→ TASK TO CARRY OUT:
Return every record below exactly as written, omitting any pictures.

++++ THE DATA

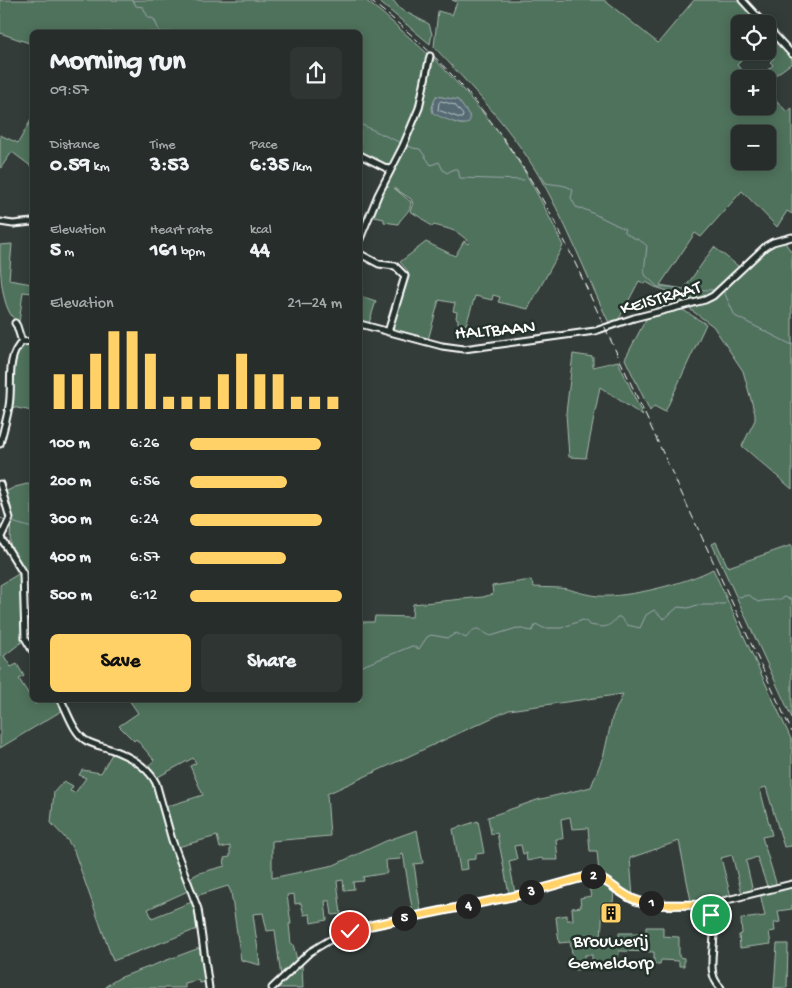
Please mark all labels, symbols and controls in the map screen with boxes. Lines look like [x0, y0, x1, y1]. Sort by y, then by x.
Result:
map controls [731, 15, 776, 170]
button: locate [731, 15, 776, 60]
text: Morning run [50, 46, 185, 79]
button: share [290, 47, 342, 99]
button: + [731, 70, 776, 115]
text: 09:57 [50, 82, 89, 101]
button: − [731, 125, 776, 170]
text: Distance [50, 137, 99, 154]
text: Time [150, 137, 176, 154]
text: Pace [250, 137, 277, 154]
text: 0.59 [50, 154, 90, 179]
text: 3:53 [150, 154, 189, 179]
text: 6:35 [250, 154, 289, 179]
text: km [90, 159, 110, 176]
text: /km [289, 159, 312, 176]
text: Elevation [50, 222, 106, 239]
text: Heart rate [150, 222, 213, 239]
text: kcal [250, 222, 272, 239]
text: 5 [50, 239, 61, 264]
text: 161 [150, 239, 178, 264]
text: 44 [250, 239, 270, 264]
text: m [61, 244, 74, 261]
text: bpm [178, 244, 205, 261]
street label: KEISTRAAT [618, 277, 705, 322]
text: Elevation [50, 295, 114, 314]
text: 21–24 m [287, 295, 342, 314]
street label: HALTBAAN [454, 317, 537, 346]
text: 100 m [50, 435, 90, 454]
text: 6:26 [130, 435, 159, 454]
text: 200 m [50, 473, 91, 492]
text: 6:56 [130, 473, 160, 492]
text: 300 m [50, 511, 92, 530]
text: 6:24 [130, 511, 159, 530]
text: 400 m [50, 549, 91, 568]
text: 6:57 [130, 549, 160, 568]
text: 500 m [50, 587, 92, 606]
text: 6:12 [130, 587, 157, 606]
button: Save [50, 634, 191, 692]
button: Share [201, 634, 342, 692]
pin: 2 [580, 864, 606, 888]
text: 2 [590, 868, 597, 885]
pin: 3 [518, 880, 544, 904]
text: 3 [528, 884, 535, 901]
pin: 1 [638, 890, 664, 916]
pin: 4 [456, 894, 480, 918]
pin [690, 894, 732, 936]
text: 1 [649, 895, 654, 912]
text: 4 [465, 898, 472, 915]
building icon: Brouwerij Gemeldorp [599, 901, 623, 925]
icon: arrive [697, 901, 725, 929]
pin: 5 [392, 906, 416, 930]
pin [329, 910, 371, 952]
text: 5 [401, 910, 408, 927]
icon: check [336, 917, 364, 945]
place label: Brouwerij Gemeldorp [568, 931, 655, 976]

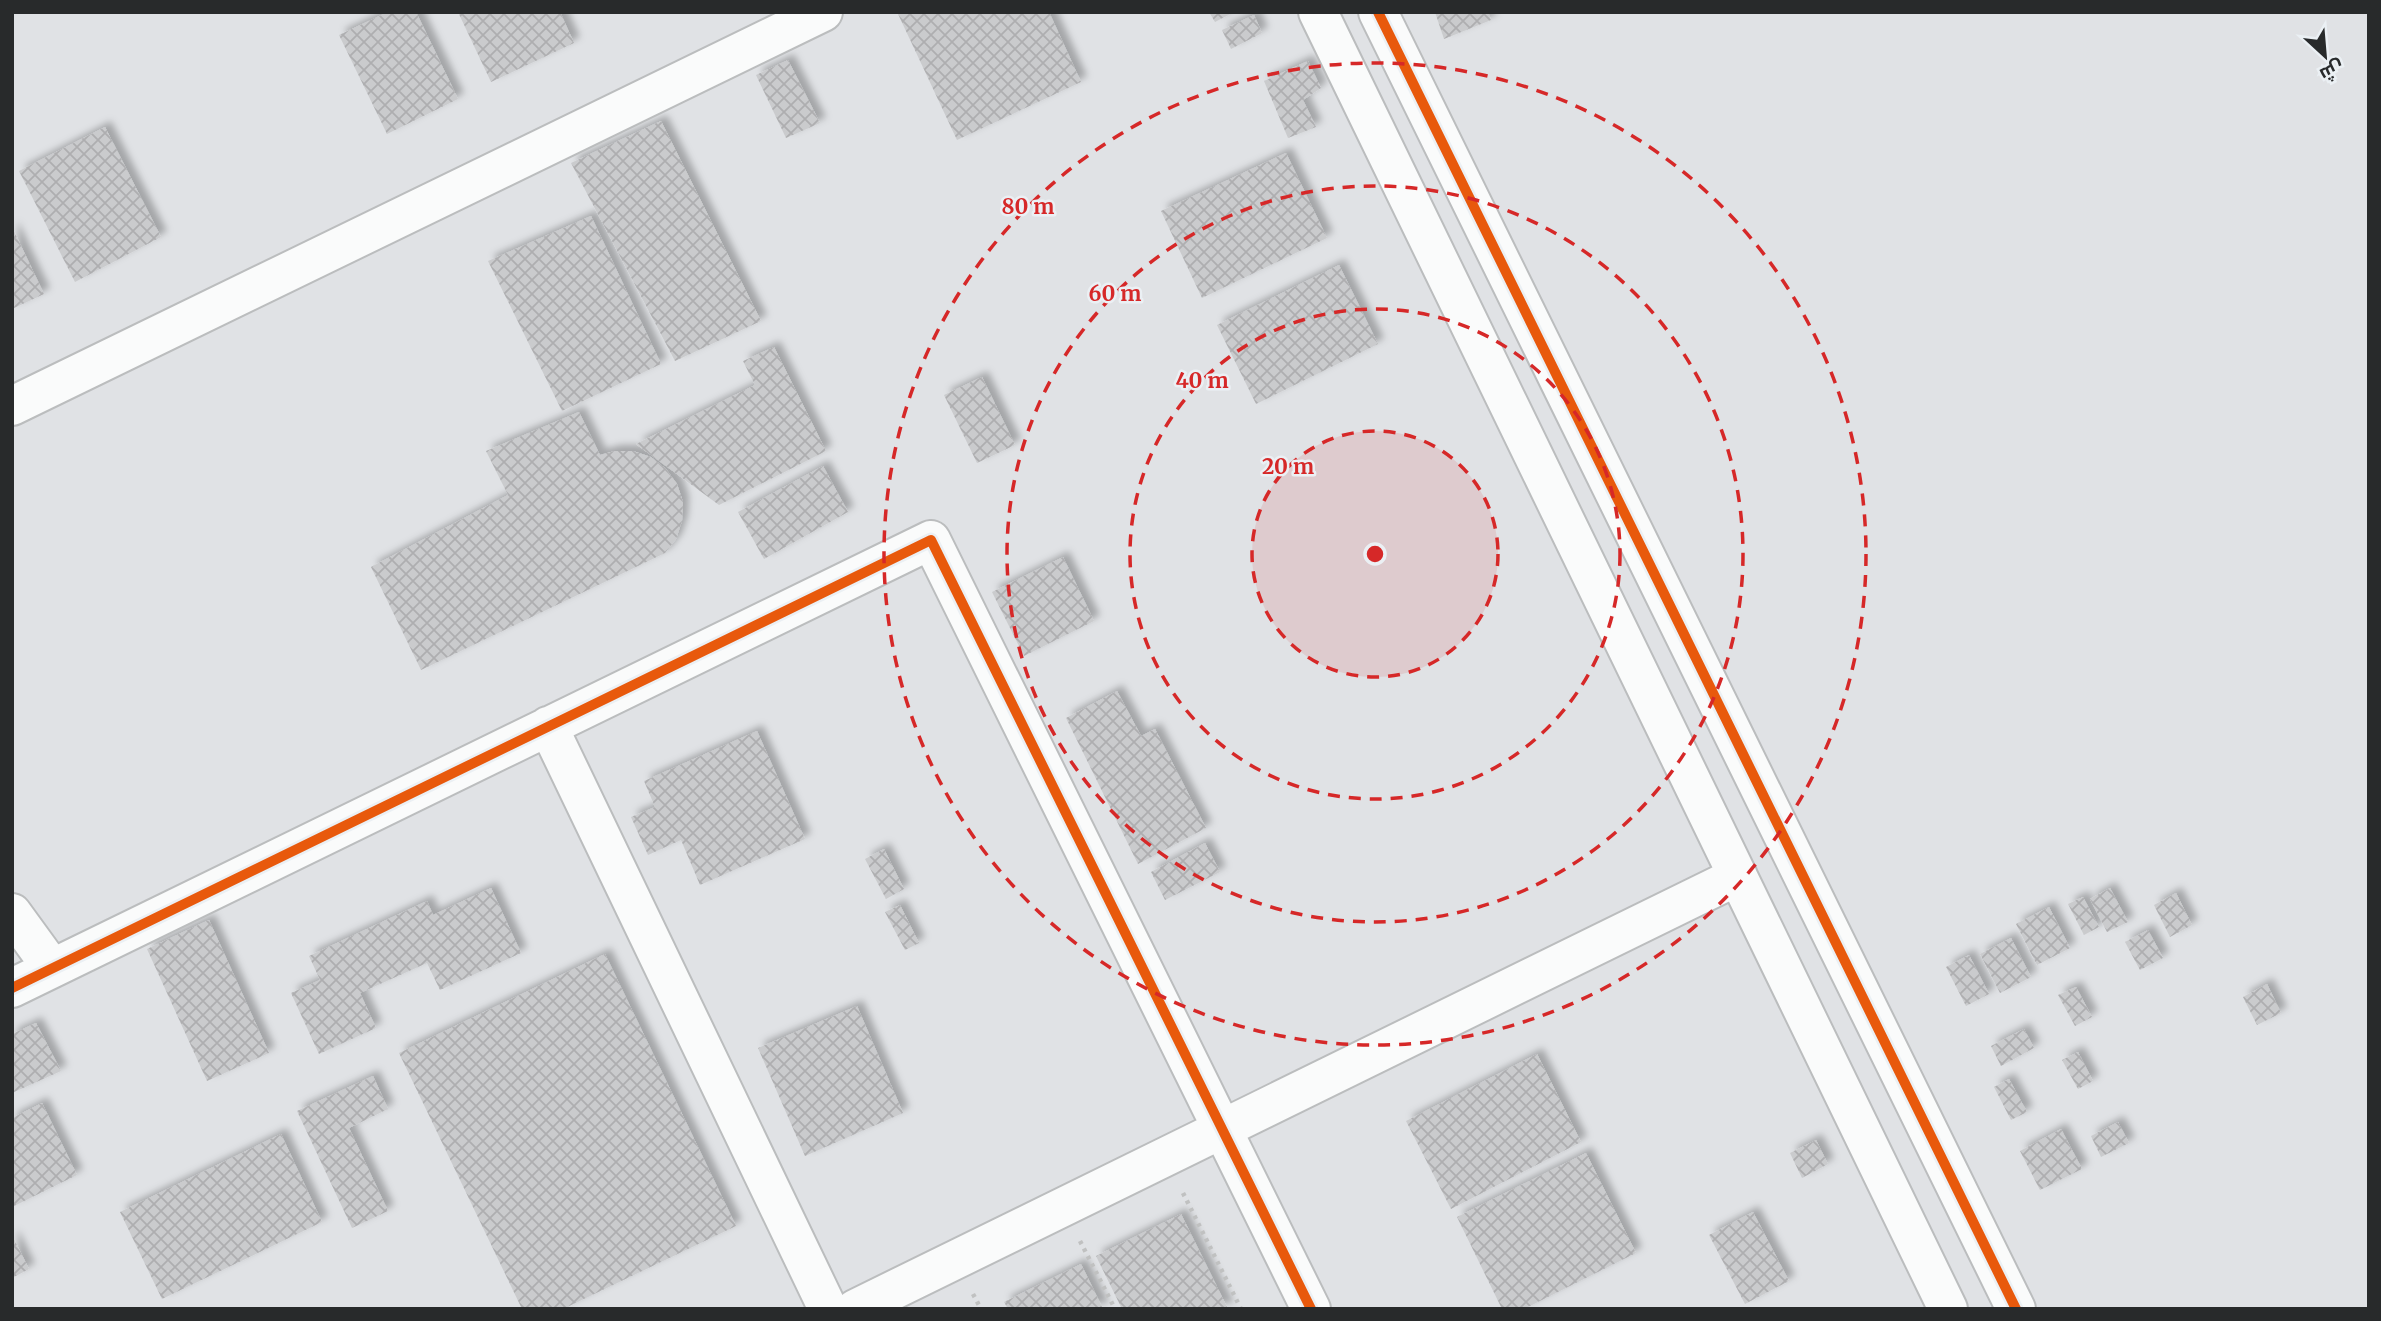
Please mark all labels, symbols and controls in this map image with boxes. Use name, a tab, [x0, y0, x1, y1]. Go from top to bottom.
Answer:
north arrow	[2290, 21, 2360, 91]
text: ش	[2316, 55, 2349, 87]
text: 80 m	[1002, 193, 1054, 220]
text: 60 m	[1089, 280, 1141, 307]
text: 40 m	[1175, 367, 1229, 394]
text: 20 m	[1262, 453, 1314, 480]
centre of rings	[1363, 542, 1387, 566]

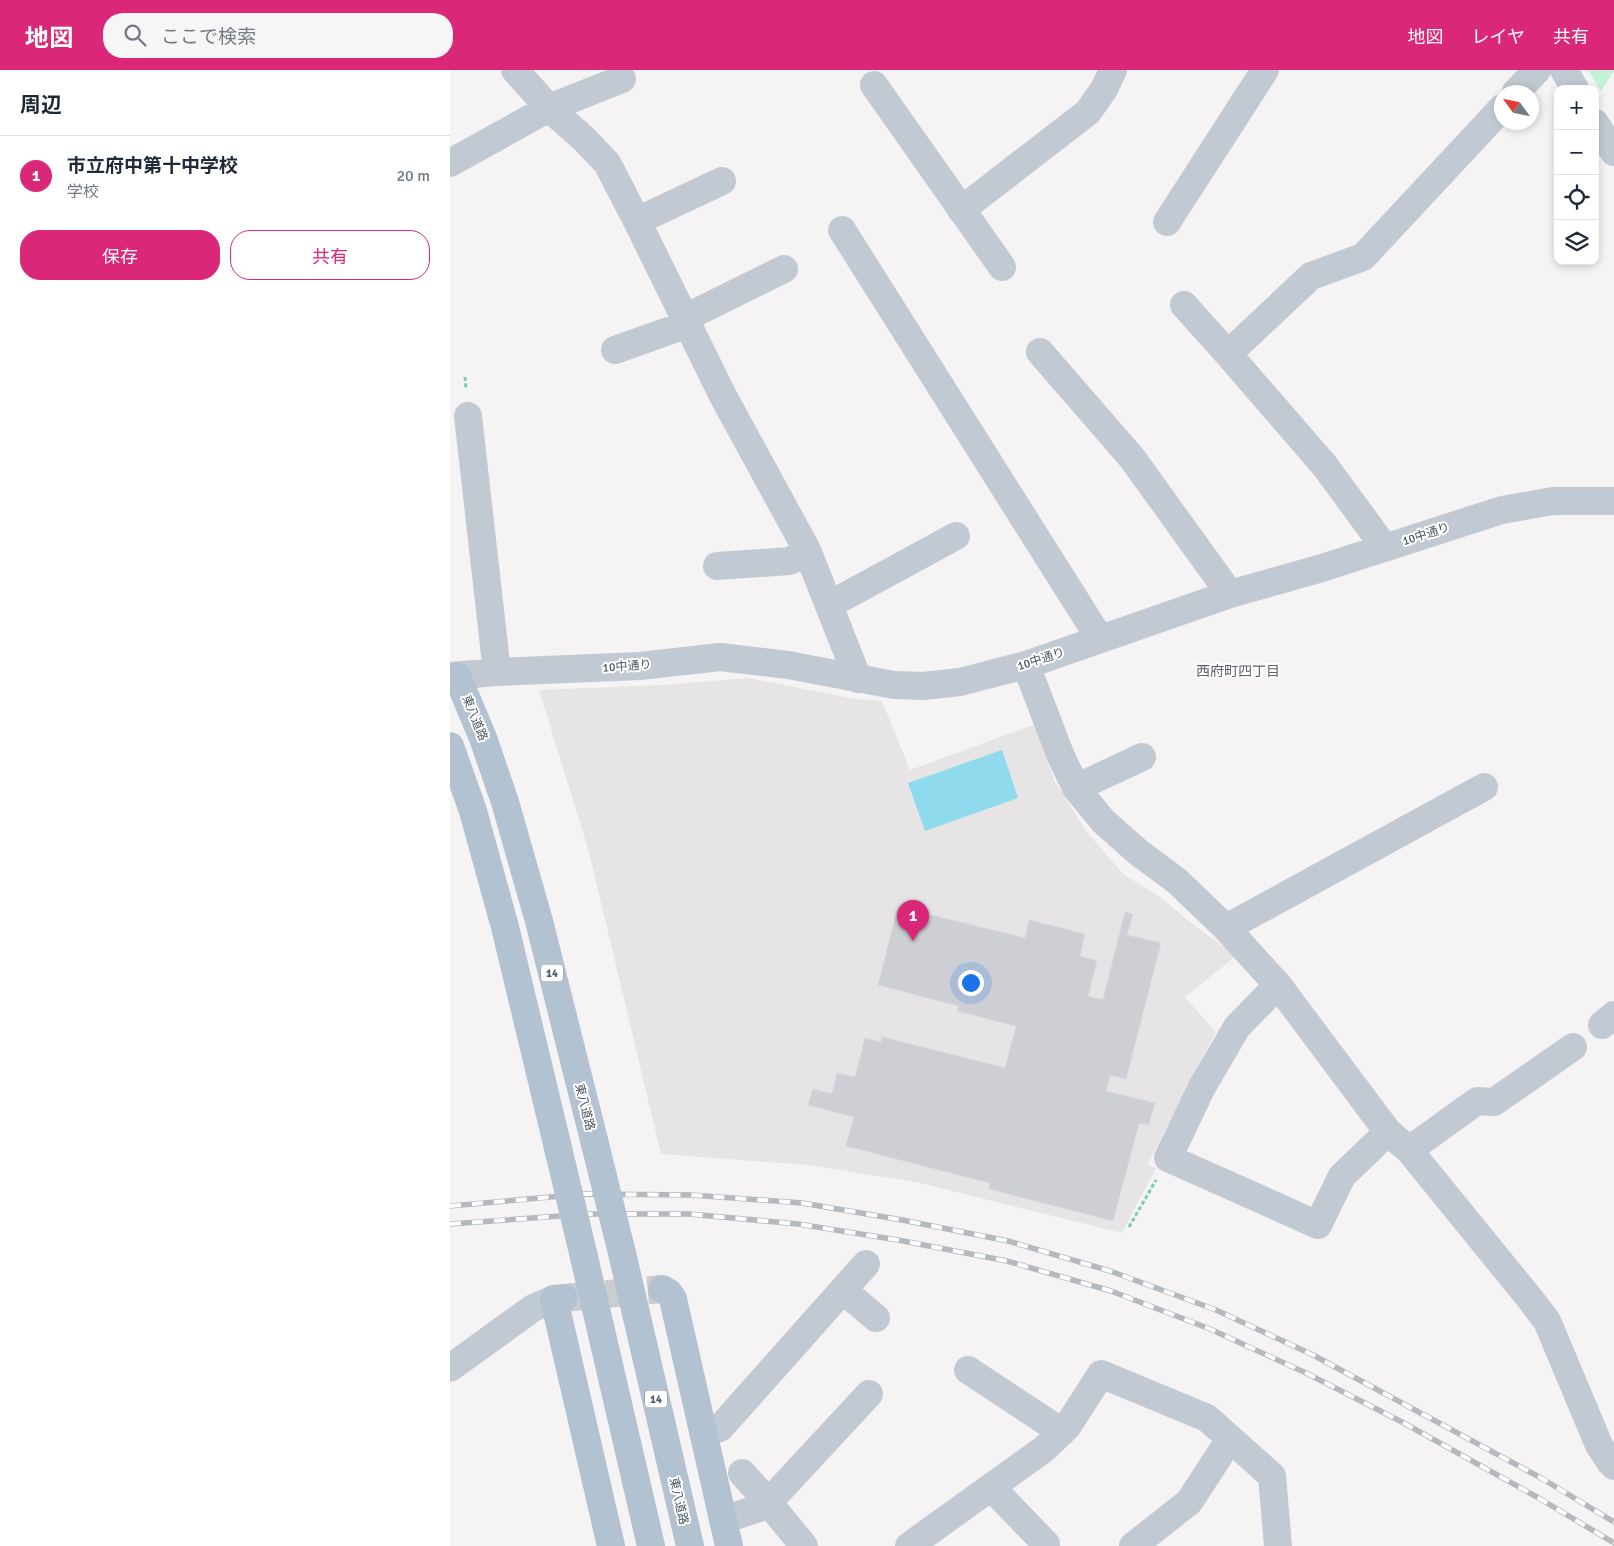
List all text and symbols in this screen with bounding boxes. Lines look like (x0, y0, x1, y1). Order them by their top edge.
search box (103, 13, 453, 58)
icon: search (121, 21, 149, 49)
text: 地図 (25, 23, 73, 53)
text: ここで検索 (161, 25, 256, 49)
text: 地図 (1408, 26, 1444, 48)
text: レイヤ (1472, 26, 1525, 48)
text: 共有 (1553, 26, 1589, 48)
north arrow (1494, 85, 1539, 130)
map controls (1554, 85, 1599, 265)
button: + (1554, 85, 1599, 130)
text: 周辺 (20, 92, 62, 118)
button: − (1554, 130, 1599, 175)
text: 市立府中第十中学校 (67, 154, 238, 178)
text: 1 (32, 166, 40, 186)
text: 20 m (396, 166, 430, 186)
button: locate (1554, 175, 1599, 220)
text: 学校 (67, 182, 99, 202)
button: layers (1554, 220, 1599, 265)
button: 保存 (20, 230, 220, 280)
button: 共有 (230, 230, 430, 280)
street label: 10中通り (1401, 520, 1452, 549)
street label: 10中通り (1016, 645, 1067, 674)
street label: 10中通り (602, 657, 652, 676)
district label: 西府町四丁目 (1196, 663, 1280, 680)
street label: 東八道路 (459, 693, 490, 743)
pin: 1 (897, 900, 929, 941)
road number: 14 (541, 964, 563, 981)
your location (958, 970, 984, 996)
street label: 東八道路 (571, 1082, 598, 1132)
road number: 14 (645, 1390, 667, 1408)
street label: 東八道路 (666, 1476, 691, 1526)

++++++++

→ RESPONSE AREA:
Please mark all labels, symbols and controls in the map screen with boxes. Lines look like [x0, y0, x1, y1]. Sort by y, then by x.
Result:
map controls [731, 15, 776, 170]
button: locate [731, 15, 776, 60]
text: Morning run [50, 46, 185, 79]
button: share [290, 47, 342, 99]
button: + [731, 70, 776, 115]
text: 09:57 [50, 82, 89, 101]
button: − [731, 125, 776, 170]
text: Distance [50, 137, 99, 154]
text: Time [150, 137, 176, 154]
text: Pace [250, 137, 277, 154]
text: 0.59 [50, 154, 90, 179]
text: 3:53 [150, 154, 189, 179]
text: 6:35 [250, 154, 289, 179]
text: km [90, 159, 110, 176]
text: /km [289, 159, 312, 176]
text: Elevation [50, 222, 106, 239]
text: Heart rate [150, 222, 213, 239]
text: kcal [250, 222, 272, 239]
text: 5 [50, 239, 61, 264]
text: 161 [150, 239, 178, 264]
text: 44 [250, 239, 270, 264]
text: m [61, 244, 74, 261]
text: bpm [178, 244, 205, 261]
street label: KEISTRAAT [618, 277, 705, 322]
text: Elevation [50, 295, 114, 314]
text: 21–24 m [287, 295, 342, 314]
street label: HALTBAAN [454, 317, 537, 346]
text: 100 m [50, 435, 90, 454]
text: 6:26 [130, 435, 159, 454]
text: 200 m [50, 473, 91, 492]
text: 6:56 [130, 473, 160, 492]
text: 300 m [50, 511, 92, 530]
text: 6:24 [130, 511, 159, 530]
text: 400 m [50, 549, 91, 568]
text: 6:57 [130, 549, 160, 568]
text: 500 m [50, 587, 92, 606]
text: 6:12 [130, 587, 157, 606]
button: Save [50, 634, 191, 692]
button: Share [201, 634, 342, 692]
pin: 2 [580, 864, 606, 888]
text: 2 [590, 868, 597, 885]
pin: 3 [518, 880, 544, 904]
text: 3 [528, 884, 535, 901]
pin: 1 [638, 890, 664, 916]
pin: 4 [456, 894, 480, 918]
pin [690, 894, 732, 936]
text: 1 [649, 895, 654, 912]
text: 4 [465, 898, 472, 915]
building icon: Brouwerij Gemeldorp [599, 901, 623, 925]
icon: arrive [697, 901, 725, 929]
pin: 5 [392, 906, 416, 930]
pin [329, 910, 371, 952]
text: 5 [401, 910, 408, 927]
icon: check [336, 917, 364, 945]
place label: Brouwerij Gemeldorp [568, 931, 655, 976]

Please mark all labels, symbols and controls in this map image with boxes. Use name, a tab, [x0, y0, x1, y1]. Go from top to bottom.
Answer:
north arrow	[2290, 21, 2360, 91]
text: ش	[2316, 55, 2349, 87]
text: 80 m	[1002, 193, 1054, 220]
text: 60 m	[1089, 280, 1141, 307]
text: 40 m	[1175, 367, 1229, 394]
text: 20 m	[1262, 453, 1314, 480]
centre of rings	[1363, 542, 1387, 566]

List all text and symbols in this screen with bounding boxes. Lines look like (x0, y0, x1, y1). Order them by their top edge.
search box (103, 13, 453, 58)
icon: search (121, 21, 149, 49)
text: 地図 (25, 23, 73, 53)
text: ここで検索 (161, 25, 256, 49)
text: 地図 (1408, 26, 1444, 48)
text: レイヤ (1472, 26, 1525, 48)
text: 共有 (1553, 26, 1589, 48)
north arrow (1494, 85, 1539, 130)
map controls (1554, 85, 1599, 265)
button: + (1554, 85, 1599, 130)
text: 周辺 (20, 92, 62, 118)
button: − (1554, 130, 1599, 175)
text: 市立府中第十中学校 (67, 154, 238, 178)
text: 1 (32, 166, 40, 186)
text: 20 m (396, 166, 430, 186)
button: locate (1554, 175, 1599, 220)
text: 学校 (67, 182, 99, 202)
button: layers (1554, 220, 1599, 265)
button: 保存 (20, 230, 220, 280)
button: 共有 (230, 230, 430, 280)
street label: 10中通り (1401, 520, 1452, 549)
street label: 10中通り (1016, 645, 1067, 674)
street label: 10中通り (602, 657, 652, 676)
district label: 西府町四丁目 (1196, 663, 1280, 680)
street label: 東八道路 (459, 693, 490, 743)
pin: 1 (897, 900, 929, 941)
road number: 14 (541, 964, 563, 981)
your location (958, 970, 984, 996)
street label: 東八道路 (571, 1082, 598, 1132)
road number: 14 (645, 1390, 667, 1408)
street label: 東八道路 (666, 1476, 691, 1526)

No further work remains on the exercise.